TAS Recommended CD Tweak….



In The August issue of The Absolute Sound, RH gives a glowing review of a product from Digital Systems & Solutions – “UltraBit Platinum Optical Impedance Matching Disc Treatment System.” According to RH, he was floored and, “….This wasn’t a subtle difference; there was a wholesale increase in apparent resolution, space, clarity, soundstage dimensions, and vividness.”
Apparently, this is a liquid solution that is applied to CDs and DVDs ($65/bottle).

Regardless of the whole “advertising thing,” I don’t believe someone like RH would put his reputation on the line by giving a bogus review. I wonder what, “This wasn’t a subtle difference…” means to the average person’s ears?

Also, in the same article, RH makes the statement, “…Similarly, it’s incontrovertible that a CD-R burned from a CD sounds better than the original CD.” I did not know this. Have any of you come to the same conclusion?
2chnlben

Showing 3 responses by drubin

It's not been true in my experience but I am trying as hard as I can to find out how to you can get to that result.
So why do people bother with EAC and CD Paranoia and whatnot?

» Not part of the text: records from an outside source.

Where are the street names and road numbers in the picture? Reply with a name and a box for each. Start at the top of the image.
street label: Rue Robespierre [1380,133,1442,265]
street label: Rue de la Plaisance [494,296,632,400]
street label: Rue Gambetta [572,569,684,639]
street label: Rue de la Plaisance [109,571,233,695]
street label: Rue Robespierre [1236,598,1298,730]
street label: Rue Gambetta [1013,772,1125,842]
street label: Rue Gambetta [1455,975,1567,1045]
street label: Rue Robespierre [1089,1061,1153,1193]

Is there any reason to use those products over ripping via iTunes, for example?

Shadorne, there are many audiophiles, even some with credibility, who claim that copies of CDs actually sound better than the originals. How can this be?
You may all remember some of the earlier discussion of the Memory Player. If my memory serves, Robert Harley and others argued, as Shadorne has, that Read Until Right can not be the reason the player sounds good, if indeed it does. It's not about RUR for the reasons Shadorne outlines. And yet, there still seems to be something going on. Because Harley himself has said that copies can sound better.

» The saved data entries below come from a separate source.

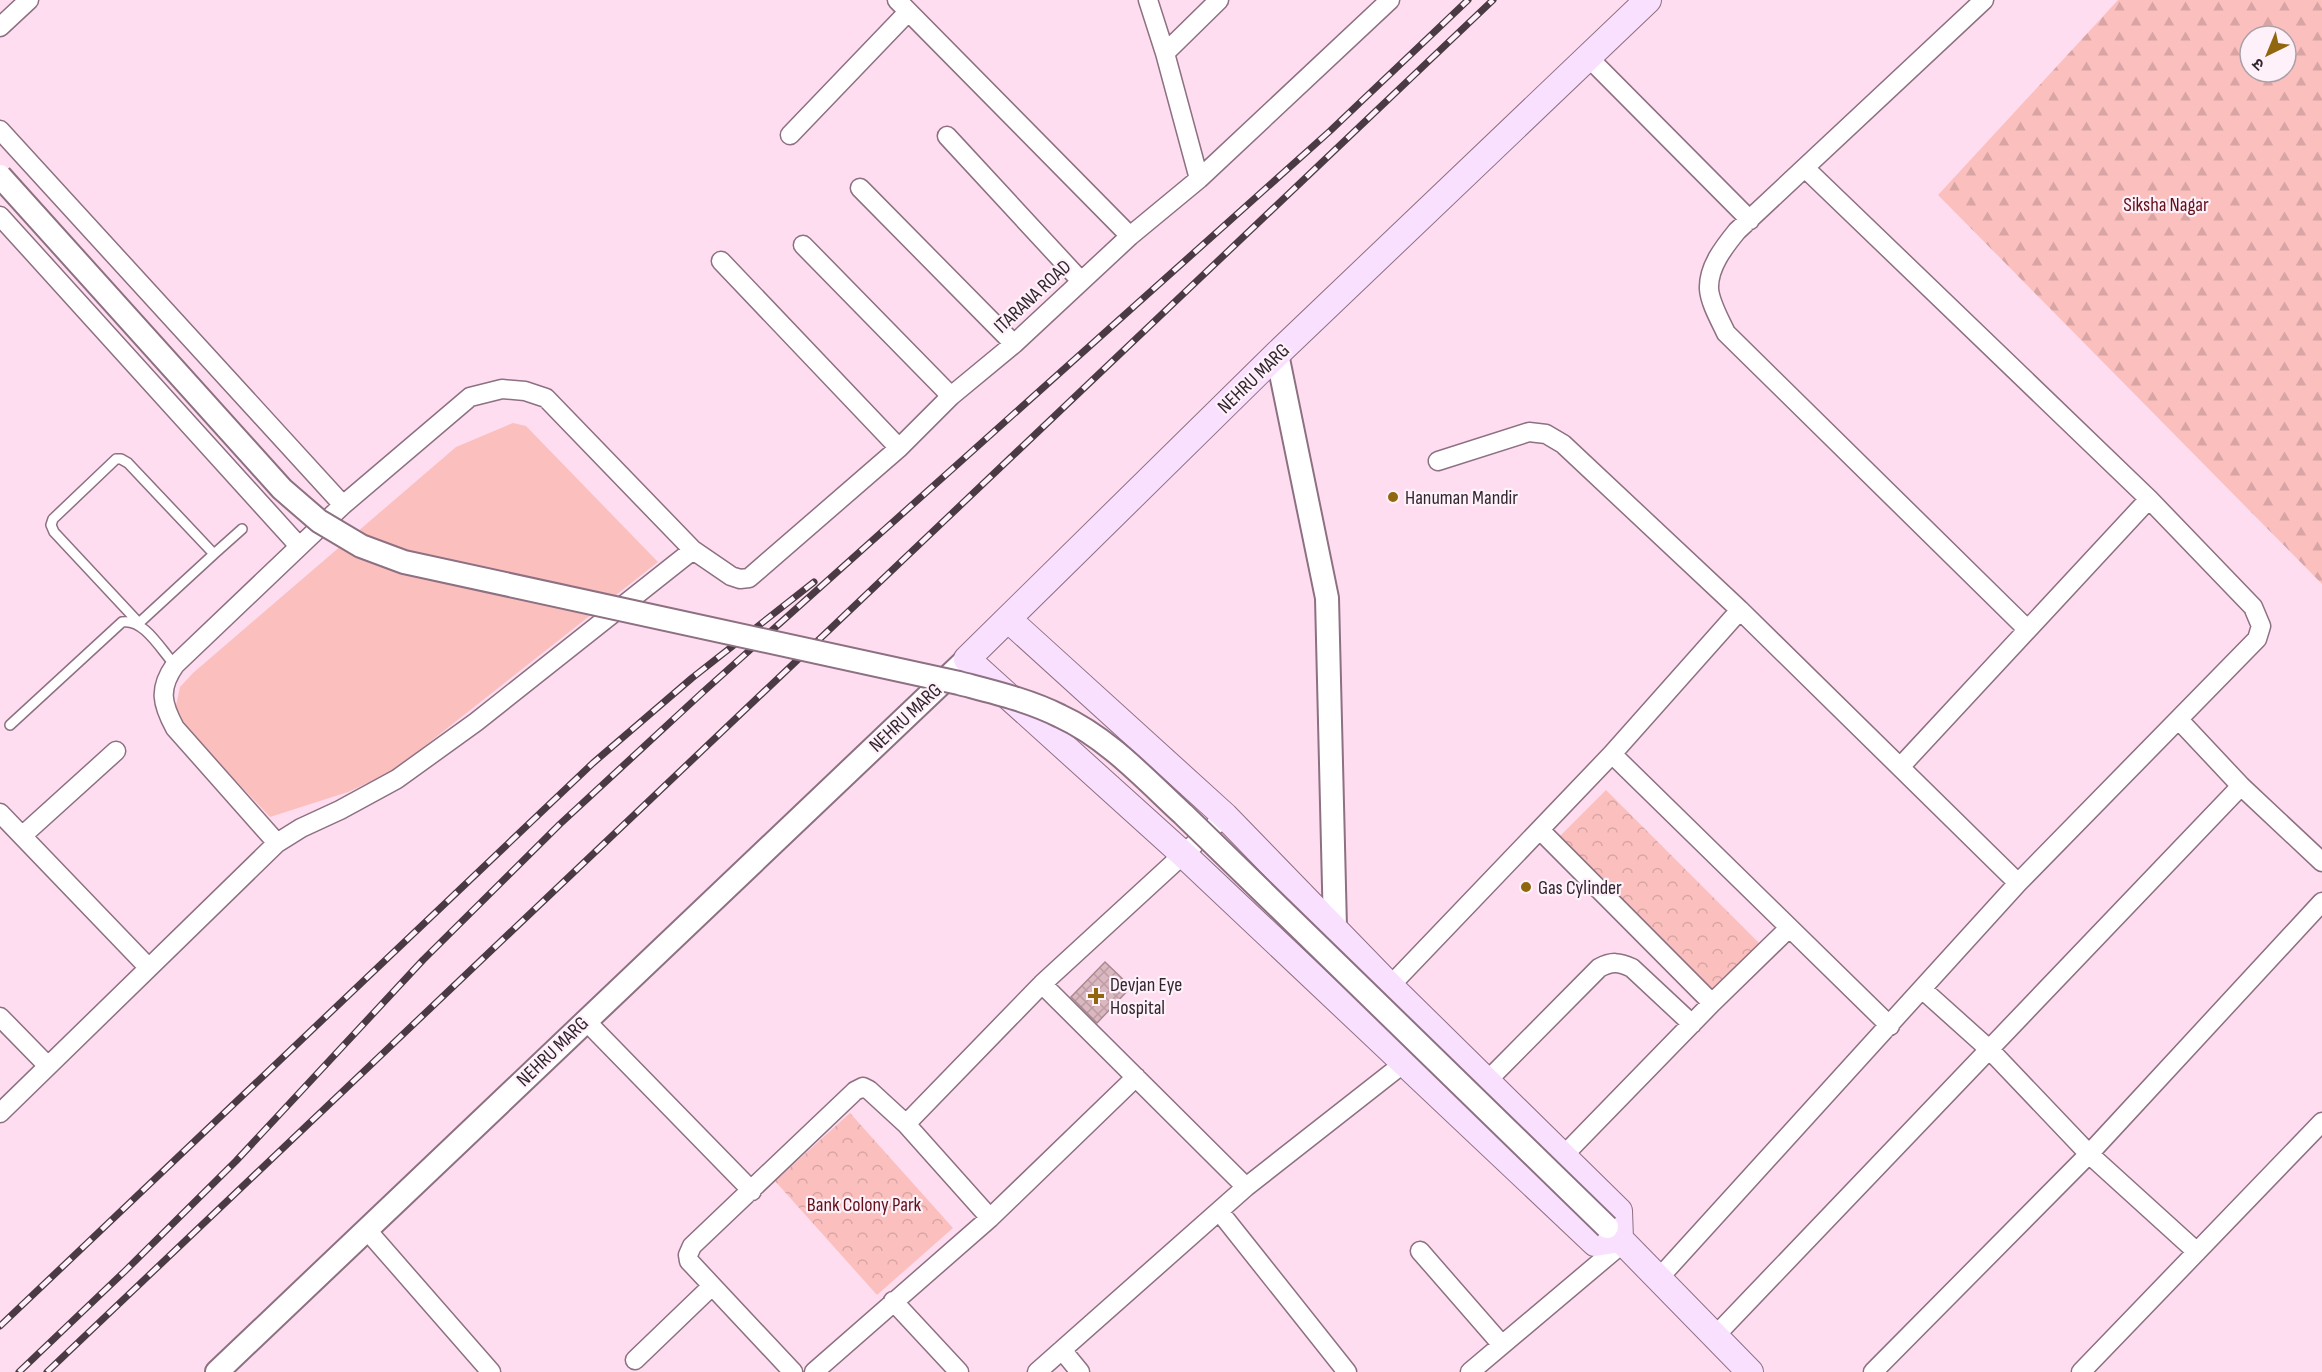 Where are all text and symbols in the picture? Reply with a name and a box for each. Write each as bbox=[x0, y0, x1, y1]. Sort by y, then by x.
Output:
north arrow bbox=[2238, 24, 2298, 84]
text: उ bbox=[2248, 53, 2269, 74]
park label: Siksha Nagar bbox=[2123, 193, 2209, 217]
street label: ITARANA ROAD bbox=[989, 255, 1076, 338]
street label: NEHRU MARG bbox=[1213, 339, 1295, 419]
place label: Hanuman Mandir bbox=[1405, 486, 1518, 510]
marker: Hanuman Mandir bbox=[1386, 490, 1400, 504]
street label: NEHRU MARG bbox=[864, 678, 947, 757]
place label: Gas Cylinder bbox=[1538, 876, 1622, 900]
marker: Gas Cylinder bbox=[1519, 880, 1533, 894]
place label: Devjan Eye Hospital bbox=[1110, 973, 1182, 1020]
marker: Devjan Eye Hospital bbox=[1087, 987, 1105, 1005]
street label: NEHRU MARG bbox=[512, 1012, 594, 1092]
park label: Bank Colony Park bbox=[807, 1193, 922, 1217]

I remember a little paragraph blurb in an early issue of Wired magazine in which they took aim at something Reference Recordings was doing (direct-to-CD, I think it may have been), claiming that clearly RR didn't understand digital technology or they wouldn't being doing what they were doing. Guess what? I'm pretty sure it was this author who didn't know what he was doing, who knew just enough about digital to be dangerous. These people are everywhere, trying to save us poor souls from the deceptions of charlatans. That's good, but things are often not as simple as they first appear to be.